Work instructions: A faithful copy is needed. Set down all of the data below exactly.
◇ ◇ ◇ ◇ ◇ ◇ ◇
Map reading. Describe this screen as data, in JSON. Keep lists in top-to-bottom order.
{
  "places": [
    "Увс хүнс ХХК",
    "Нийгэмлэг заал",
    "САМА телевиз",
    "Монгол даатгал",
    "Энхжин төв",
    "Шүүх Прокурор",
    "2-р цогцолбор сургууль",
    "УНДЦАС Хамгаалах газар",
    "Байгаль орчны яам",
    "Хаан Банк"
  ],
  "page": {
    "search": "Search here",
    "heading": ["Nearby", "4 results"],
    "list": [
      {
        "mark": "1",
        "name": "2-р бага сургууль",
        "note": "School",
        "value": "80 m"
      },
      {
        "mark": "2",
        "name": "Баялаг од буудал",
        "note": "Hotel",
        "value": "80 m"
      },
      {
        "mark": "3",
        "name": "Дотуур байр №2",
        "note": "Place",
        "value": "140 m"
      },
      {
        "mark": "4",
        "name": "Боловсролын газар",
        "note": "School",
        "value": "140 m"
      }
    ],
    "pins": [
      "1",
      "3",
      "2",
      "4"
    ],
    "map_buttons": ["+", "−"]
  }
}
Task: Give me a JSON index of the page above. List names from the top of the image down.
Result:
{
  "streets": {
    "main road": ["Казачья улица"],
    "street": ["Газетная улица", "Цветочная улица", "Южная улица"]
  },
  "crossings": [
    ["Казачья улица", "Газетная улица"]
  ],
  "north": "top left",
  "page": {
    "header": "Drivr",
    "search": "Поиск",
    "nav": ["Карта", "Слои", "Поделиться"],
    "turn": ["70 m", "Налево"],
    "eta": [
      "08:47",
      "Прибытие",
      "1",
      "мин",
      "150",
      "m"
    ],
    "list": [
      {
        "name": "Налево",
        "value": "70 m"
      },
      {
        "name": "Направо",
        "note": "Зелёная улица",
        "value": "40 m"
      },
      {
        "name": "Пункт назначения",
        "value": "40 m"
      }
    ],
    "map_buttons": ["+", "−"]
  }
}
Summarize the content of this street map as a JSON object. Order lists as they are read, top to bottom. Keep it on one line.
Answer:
◇ ◇ ◇ ◇ ◇ ◇ ◇
Written response:
Map reading. Describe this screen as data, in JSON. Keep lists in top-to-bottom order.
{
  "places": [
    "Увс хүнс ХХК",
    "Нийгэмлэг заал",
    "САМА телевиз",
    "Монгол даатгал",
    "Энхжин төв",
    "Шүүх Прокурор",
    "2-р цогцолбор сургууль",
    "УНДЦАС Хамгаалах газар",
    "Байгаль орчны яам",
    "Хаан Банк"
  ],
  "page": {
    "search": "Search here",
    "heading": ["Nearby", "4 results"],
    "list": [
      {
        "mark": "1",
        "name": "2-р бага сургууль",
        "note": "School",
        "value": "80 m"
      },
      {
        "mark": "2",
        "name": "Баялаг од буудал",
        "note": "Hotel",
        "value": "80 m"
      },
      {
        "mark": "3",
        "name": "Дотуур байр №2",
        "note": "Place",
        "value": "140 m"
      },
      {
        "mark": "4",
        "name": "Боловсролын газар",
        "note": "School",
        "value": "140 m"
      }
    ],
    "pins": [
      "1",
      "3",
      "2",
      "4"
    ],
    "map_buttons": ["+", "−"]
  }
}
Task: Give me a JSON index of the page above. List names from the top of the image down.
Result:
{
  "streets": {
    "main road": ["Казачья улица"],
    "street": ["Газетная улица", "Цветочная улица", "Южная улица"]
  },
  "crossings": [
    ["Казачья улица", "Газетная улица"]
  ],
  "north": "top left",
  "page": {
    "header": "Drivr",
    "search": "Поиск",
    "nav": ["Карта", "Слои", "Поделиться"],
    "turn": ["70 m", "Налево"],
    "eta": [
      "08:47",
      "Прибытие",
      "1",
      "мин",
      "150",
      "m"
    ],
    "list": [
      {
        "name": "Налево",
        "value": "70 m"
      },
      {
        "name": "Направо",
        "note": "Зелёная улица",
        "value": "40 m"
      },
      {
        "name": "Пункт назначения",
        "value": "40 m"
      }
    ],
    "map_buttons": ["+", "−"]
  }
}
Summarize the content of this street map as a JSON object. Order lists as they are read, top to bottom. Keep it on one line.
Answer:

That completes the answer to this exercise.